* _REQUIRED ACTION_: The reply should reproduce every line of the data below word for word, minus any images.

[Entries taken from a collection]
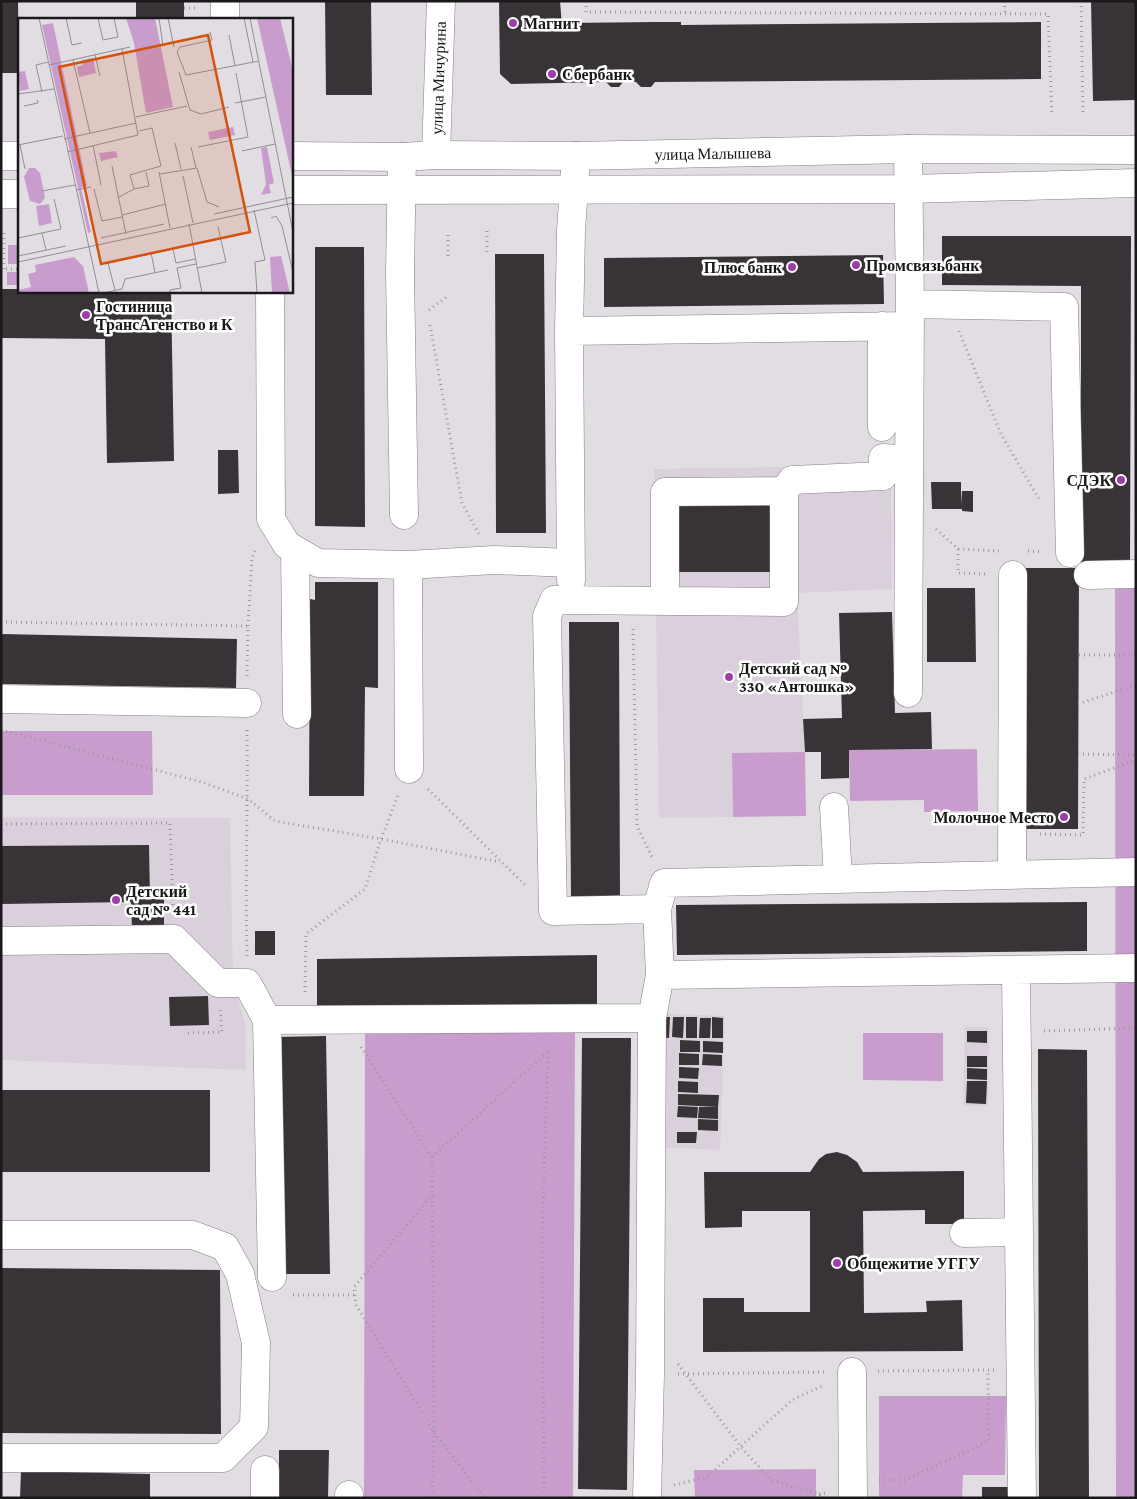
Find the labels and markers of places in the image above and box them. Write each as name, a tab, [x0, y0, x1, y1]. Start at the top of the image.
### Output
place label: Магнит	[523, 15, 580, 32]
marker: Магнит	[507, 17, 519, 29]
place label: Сбербанк	[562, 66, 633, 84]
marker: Сбербанк	[546, 68, 558, 80]
place label: Промсвязьбанк	[866, 257, 980, 275]
place label: Плюс банк	[704, 259, 783, 276]
marker: Промсвязьбанк	[850, 259, 862, 271]
marker: Плюс банк	[786, 261, 798, 273]
place label: Гостиница ТрансАгенство и К	[96, 298, 233, 334]
marker: Гостиница ТрансАгенство и К	[80, 309, 92, 321]
place label: СДЭК	[1066, 472, 1111, 490]
marker: СДЭК	[1115, 474, 1127, 486]
place label: Детский сад № 330 «Антошка»	[739, 660, 854, 695]
marker: Детский сад № 330 «Антошка»	[723, 671, 735, 683]
place label: Молочное Место	[933, 809, 1054, 826]
marker: Молочное Место	[1058, 811, 1070, 823]
place label: Детский сад № 441	[126, 883, 196, 918]
marker: Детский сад № 441	[110, 894, 122, 906]
place label: Общежитие УГГУ	[847, 1255, 980, 1272]
marker: Общежитие УГГУ	[831, 1257, 843, 1269]

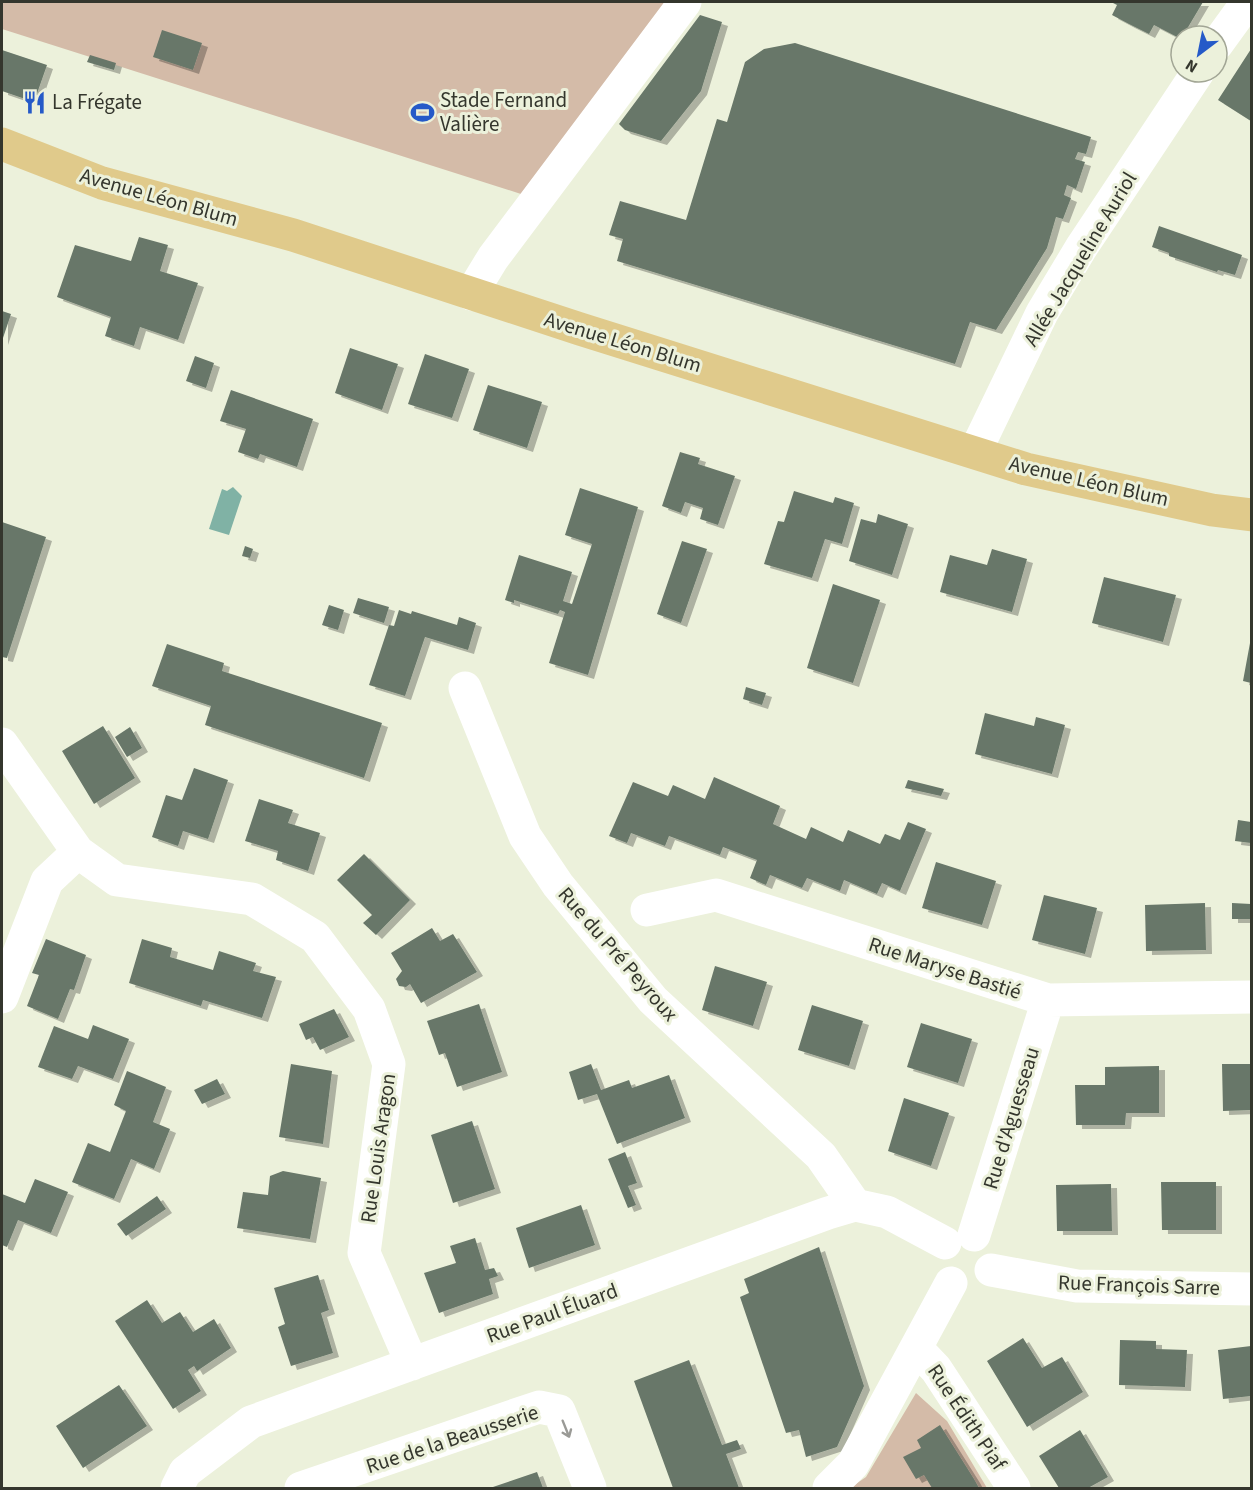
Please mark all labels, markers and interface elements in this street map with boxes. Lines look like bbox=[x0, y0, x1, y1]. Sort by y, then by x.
north arrow bbox=[1169, 24, 1229, 84]
text: N bbox=[1181, 54, 1202, 78]
place label: Stade Fernand Valière bbox=[440, 85, 567, 139]
place label: La Frégate bbox=[52, 87, 142, 117]
restaurant icon: La Frégate bbox=[21, 89, 47, 115]
sports icon: Stade Fernand Valière bbox=[409, 99, 435, 125]
street label: Avenue Léon Blum bbox=[77, 160, 241, 234]
street label: Allée Jacqueline Auriol bbox=[1016, 166, 1144, 352]
street label: Avenue Léon Blum bbox=[541, 304, 705, 380]
street label: Avenue Léon Blum bbox=[1006, 448, 1172, 514]
street label: Rue du Pré Peyroux bbox=[551, 880, 685, 1028]
street label: Rue Maryse Bastié bbox=[865, 929, 1025, 1007]
street label: Rue d'Aguesseau bbox=[975, 1043, 1047, 1193]
street label: Rue Louis Aragon bbox=[353, 1071, 403, 1225]
street label: Rue François Sarre bbox=[1057, 1267, 1221, 1303]
street label: Rue Paul Éluard bbox=[482, 1275, 622, 1351]
street label: Rue Édith Piaf bbox=[920, 1358, 1014, 1477]
street label: Rue de la Beausserie bbox=[362, 1397, 542, 1481]
one-way arrow bbox=[561, 1419, 572, 1437]

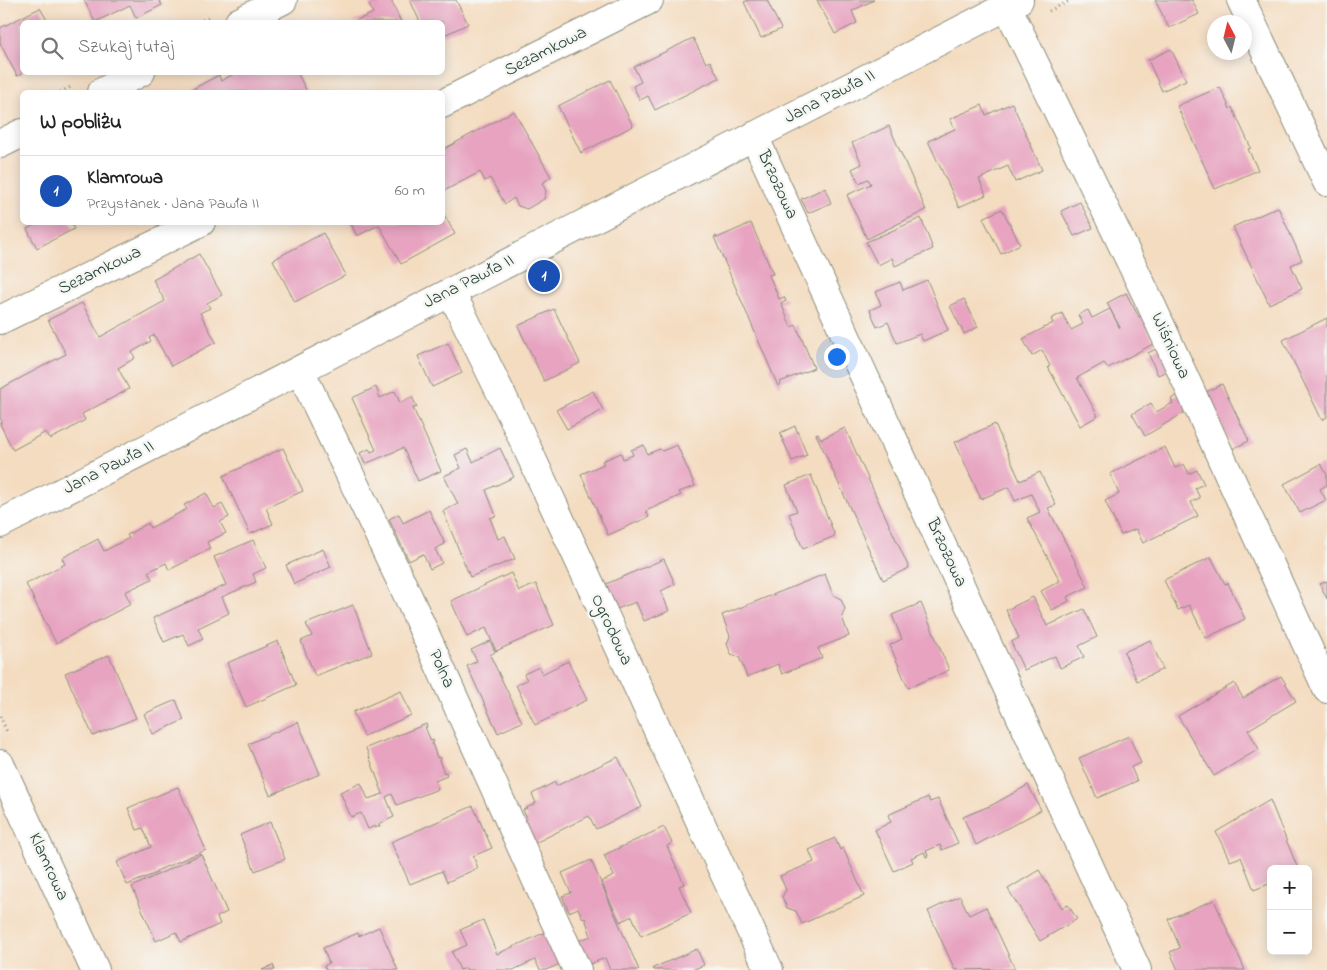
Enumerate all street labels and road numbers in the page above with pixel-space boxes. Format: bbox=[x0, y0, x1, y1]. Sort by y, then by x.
street label: Sezamkowa bbox=[500, 20, 592, 84]
street label: Jana Pawła II bbox=[780, 63, 880, 131]
street label: Brzozowa bbox=[749, 146, 804, 224]
street label: Sezamkowa bbox=[54, 240, 146, 302]
street label: Jana Pawła II bbox=[419, 248, 519, 316]
street label: Wiśniowa bbox=[1143, 309, 1197, 383]
street label: Jana Pawła II bbox=[59, 434, 159, 502]
street label: Brzozowa bbox=[918, 514, 973, 592]
street label: Ogrodowa bbox=[582, 590, 639, 670]
street label: Polna bbox=[421, 646, 461, 692]
street label: Klamrowa bbox=[21, 829, 75, 905]

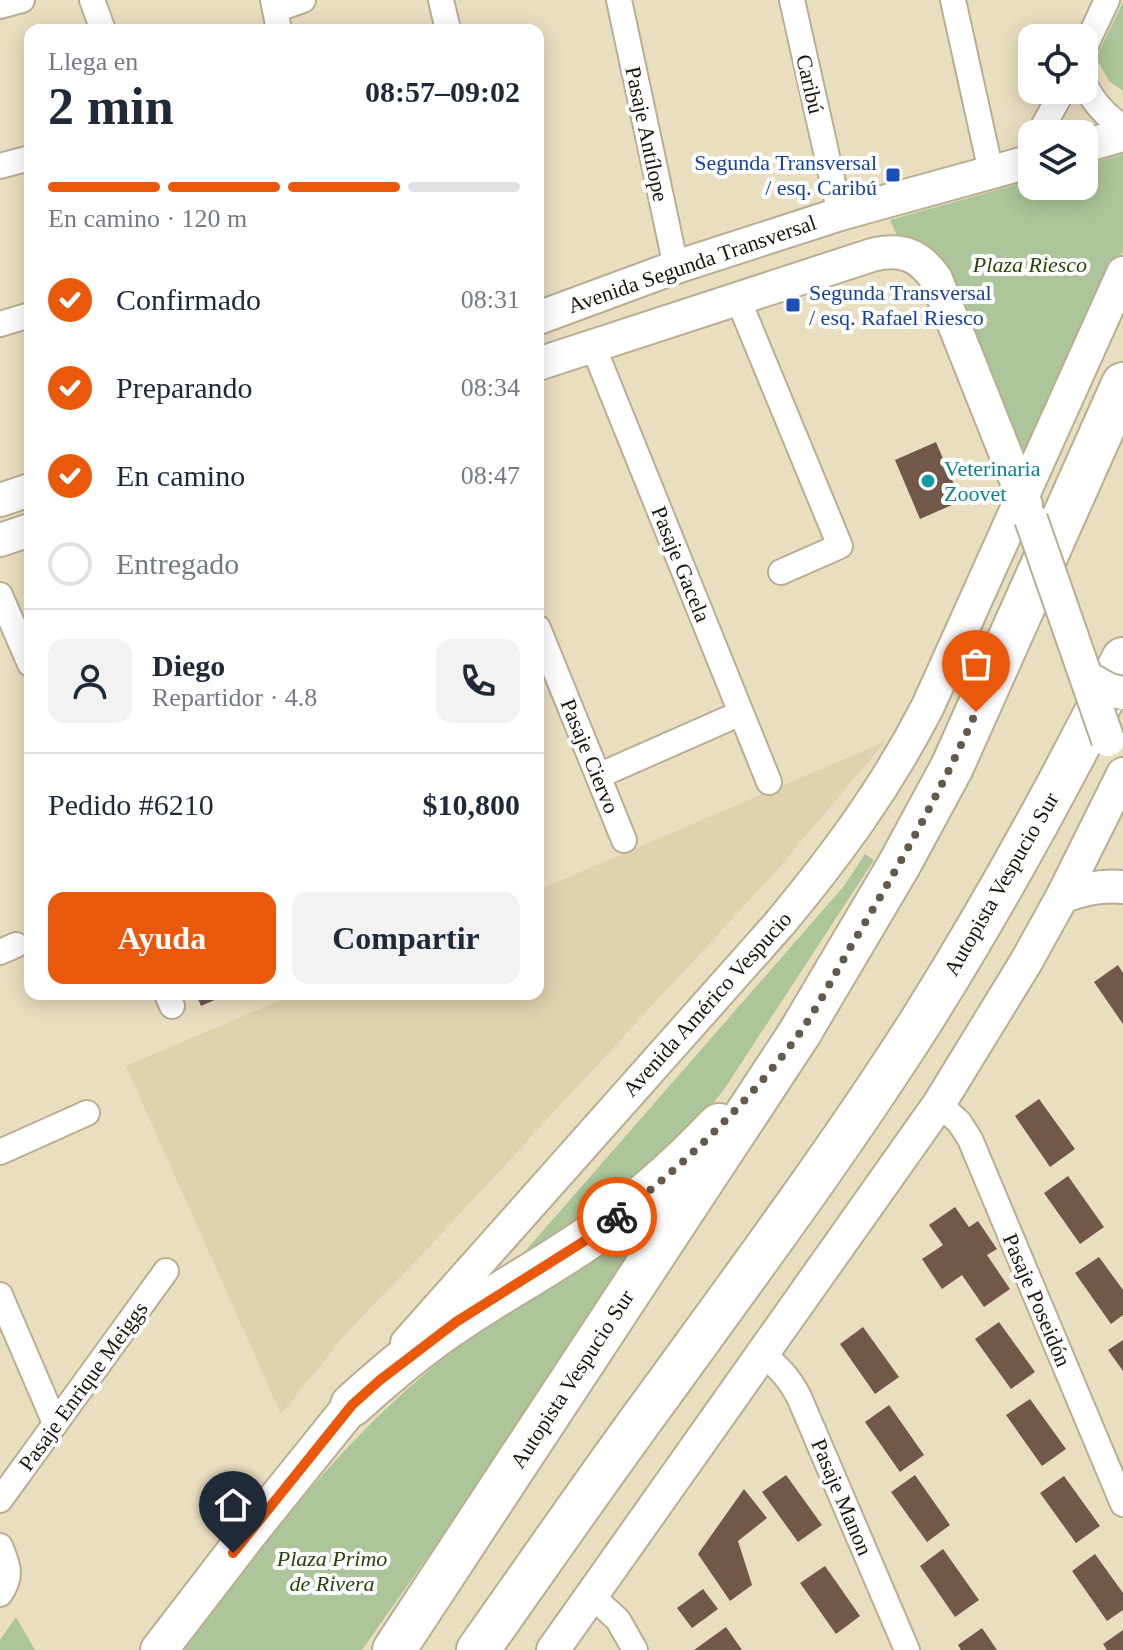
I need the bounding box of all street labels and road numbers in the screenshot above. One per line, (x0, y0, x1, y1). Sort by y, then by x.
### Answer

* _EXPECTED ANSWER_:
Find the labels and markers of places in the image above and box them. Write each as name, a tab, [x0, y0, x1, y1]. Start at the top of the image.
### Output
place label: Магнит	[523, 15, 580, 32]
marker: Магнит	[507, 17, 519, 29]
place label: Сбербанк	[562, 66, 633, 84]
marker: Сбербанк	[546, 68, 558, 80]
place label: Промсвязьбанк	[866, 257, 980, 275]
place label: Плюс банк	[704, 259, 783, 276]
marker: Промсвязьбанк	[850, 259, 862, 271]
marker: Плюс банк	[786, 261, 798, 273]
place label: Гостиница ТрансАгенство и К	[96, 298, 233, 334]
marker: Гостиница ТрансАгенство и К	[80, 309, 92, 321]
place label: СДЭК	[1066, 472, 1111, 490]
marker: СДЭК	[1115, 474, 1127, 486]
place label: Детский сад № 330 «Антошка»	[739, 660, 854, 695]
marker: Детский сад № 330 «Антошка»	[723, 671, 735, 683]
place label: Молочное Место	[933, 809, 1054, 826]
marker: Молочное Место	[1058, 811, 1070, 823]
place label: Детский сад № 441	[126, 883, 196, 918]
marker: Детский сад № 441	[110, 894, 122, 906]
place label: Общежитие УГГУ	[847, 1255, 980, 1272]
marker: Общежитие УГГУ	[831, 1257, 843, 1269]

Please mark all labels, markers and interface elements in this street map with boxes. Lines look like bbox=[x0, y0, x1, y1]. Sort by y, then by x.
north arrow bbox=[1169, 24, 1229, 84]
text: N bbox=[1181, 54, 1202, 78]
place label: Stade Fernand Valière bbox=[440, 85, 567, 139]
place label: La Frégate bbox=[52, 87, 142, 117]
restaurant icon: La Frégate bbox=[21, 89, 47, 115]
sports icon: Stade Fernand Valière bbox=[409, 99, 435, 125]
street label: Avenue Léon Blum bbox=[77, 160, 241, 234]
street label: Allée Jacqueline Auriol bbox=[1016, 166, 1144, 352]
street label: Avenue Léon Blum bbox=[541, 304, 705, 380]
street label: Avenue Léon Blum bbox=[1006, 448, 1172, 514]
street label: Rue du Pré Peyroux bbox=[551, 880, 685, 1028]
street label: Rue Maryse Bastié bbox=[865, 929, 1025, 1007]
street label: Rue d'Aguesseau bbox=[975, 1043, 1047, 1193]
street label: Rue Louis Aragon bbox=[353, 1071, 403, 1225]
street label: Rue François Sarre bbox=[1057, 1267, 1221, 1303]
street label: Rue Paul Éluard bbox=[482, 1275, 622, 1351]
street label: Rue Édith Piaf bbox=[920, 1358, 1014, 1477]
street label: Rue de la Beausserie bbox=[362, 1397, 542, 1481]
one-way arrow bbox=[561, 1419, 572, 1437]

Enumerate all street labels and road numbers in the page above with pixel-space boxes. Format: bbox=[x0, y0, x1, y1]. Sort by y, then by x.
street label: Sezamkowa bbox=[500, 20, 592, 84]
street label: Jana Pawła II bbox=[780, 63, 880, 131]
street label: Brzozowa bbox=[749, 146, 804, 224]
street label: Sezamkowa bbox=[54, 240, 146, 302]
street label: Jana Pawła II bbox=[419, 248, 519, 316]
street label: Wiśniowa bbox=[1143, 309, 1197, 383]
street label: Jana Pawła II bbox=[59, 434, 159, 502]
street label: Brzozowa bbox=[918, 514, 973, 592]
street label: Ogrodowa bbox=[582, 590, 639, 670]
street label: Polna bbox=[421, 646, 461, 692]
street label: Klamrowa bbox=[21, 829, 75, 905]

I need the bounding box of all street labels and road numbers in the screenshot above. One per line, (x0, y0, x1, y1). Sort by y, then by x.
### Answer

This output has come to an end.